Ariana Ferlani also missed the memo on healing. "I naively planned to attend a friend's wedding within two weeks of Jasper's birth," says the Nanuet, New York, mom, "but a tough labor left me too sore to sit comfortably for three weeks."
Autumn Murray, of Littleton, Colorado, assumed that she would cherish every moment with her son, Ryland, who arrived following two heart-wrenching miscarriages. "But at 3 a.m., after two other late-night feedings, the only thing I cherished was my beloved pillow and blanket," she says. She even started wishing that she had been blessed with an "easy baby," the kind with a knack for sleep.
As for those warp-speed, baby-bonding moms, Allison Taylor suspects their memories might be fuzzy. "They must've blocked out the reality of the first few months," says the Easton, Connecticut, mom, "just like you block the memory of the pain of childbirth."
Allison Taylor recalls that before giving birth, she "read a ton of baby-care manuals and listened to hours of advice from other parents." But the nuts-and-bolts reality of night feedings didn't register until daughter Olivia was in her arms. "In all the reading I'd done, I was shocked that nobody explained the actual breakdown of a baby's feeding schedule," she says. "Breastfeeding every two to four hours doesn't mean you'll have two to four hours of sleep in between. This was really rough to find out!" By the time you've finished nursing, burping, changing the diaper, and putting the baby back to sleep, it's possible that you'll have only one hour, or less, before the next feeding.
These nights of fragmented sleep often last for up to three months, but we're letting you know now: Some infants take longer to sleep through the night. It was five months before Catherine Calame's daughter, Charlotte, snoozed for six hours straight. "No one tells you how tired you're really going to be," says Calame, who lives in Bayport, New York. "And being tired makes everything harder." In a 2006 study of new mothers conducted by Lamaze International and Harris Interactive, exhaustion was the most common complaint with a whopping 62 percent of women citing it as a problem.
That said, you may be pleasantly surprised at your ability to adapt to interrupted snooze time. "In the months after my daughter's birth, I learned to fall asleep for catnaps," Taylor says. "And the extreme fatigue definitely helped me become a champion at getting back to sleep quickly after a feeding."

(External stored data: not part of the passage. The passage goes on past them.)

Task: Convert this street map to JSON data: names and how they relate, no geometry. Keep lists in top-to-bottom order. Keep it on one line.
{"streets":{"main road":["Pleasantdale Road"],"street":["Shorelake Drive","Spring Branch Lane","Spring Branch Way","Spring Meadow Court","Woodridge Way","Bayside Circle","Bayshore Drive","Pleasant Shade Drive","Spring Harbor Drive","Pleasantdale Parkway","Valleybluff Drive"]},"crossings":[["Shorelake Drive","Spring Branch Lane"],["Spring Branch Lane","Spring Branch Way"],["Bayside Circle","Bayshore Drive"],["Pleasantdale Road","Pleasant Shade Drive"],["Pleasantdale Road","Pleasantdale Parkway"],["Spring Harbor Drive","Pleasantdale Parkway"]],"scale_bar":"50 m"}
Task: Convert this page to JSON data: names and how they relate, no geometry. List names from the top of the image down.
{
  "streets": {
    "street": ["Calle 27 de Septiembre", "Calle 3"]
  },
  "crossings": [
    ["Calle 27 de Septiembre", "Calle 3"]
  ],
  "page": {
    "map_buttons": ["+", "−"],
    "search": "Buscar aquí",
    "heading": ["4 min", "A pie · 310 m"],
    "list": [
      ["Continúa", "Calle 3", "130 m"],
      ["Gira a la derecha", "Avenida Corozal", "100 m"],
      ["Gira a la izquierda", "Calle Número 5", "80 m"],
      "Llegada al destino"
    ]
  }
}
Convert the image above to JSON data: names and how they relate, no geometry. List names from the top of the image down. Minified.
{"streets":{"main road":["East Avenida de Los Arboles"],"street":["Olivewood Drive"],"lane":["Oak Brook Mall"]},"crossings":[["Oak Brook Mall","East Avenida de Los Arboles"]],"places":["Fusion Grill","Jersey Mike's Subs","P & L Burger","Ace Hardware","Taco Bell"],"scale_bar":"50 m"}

Sara Lise Raff, of New York City, found out about traveling non-lightly just two weeks after her son, Elias, was born. "We were going to a pool party," she says, "and it took us a good two hours to get ready!"
"I feel like a pack mule when I go out," Whitmore says. "Stroller, baby carrier, hat, blankets, burp cloths, two outfit changes, breast pads, a change of clothes for myself, sunscreen, toy, pacifier I can go on and on." It's easy to forget key gear, but even when you manage to remember all the essentials, Murray says, "it's inevitable that one of you will end up with spit-up on your outfit as you're about to leave."
"Realizing I can prep certain things ahead of time made getting out the door much simpler," says Calame. "Plus, dressing and doing my hair first, then a quick feeding and a diaper change for the baby, kept us on schedule." In those early weeks, Taylor learned to consolidate trips outside the home. "Once I did get out the door, it was such a production that I wanted to accomplish everything in one outing."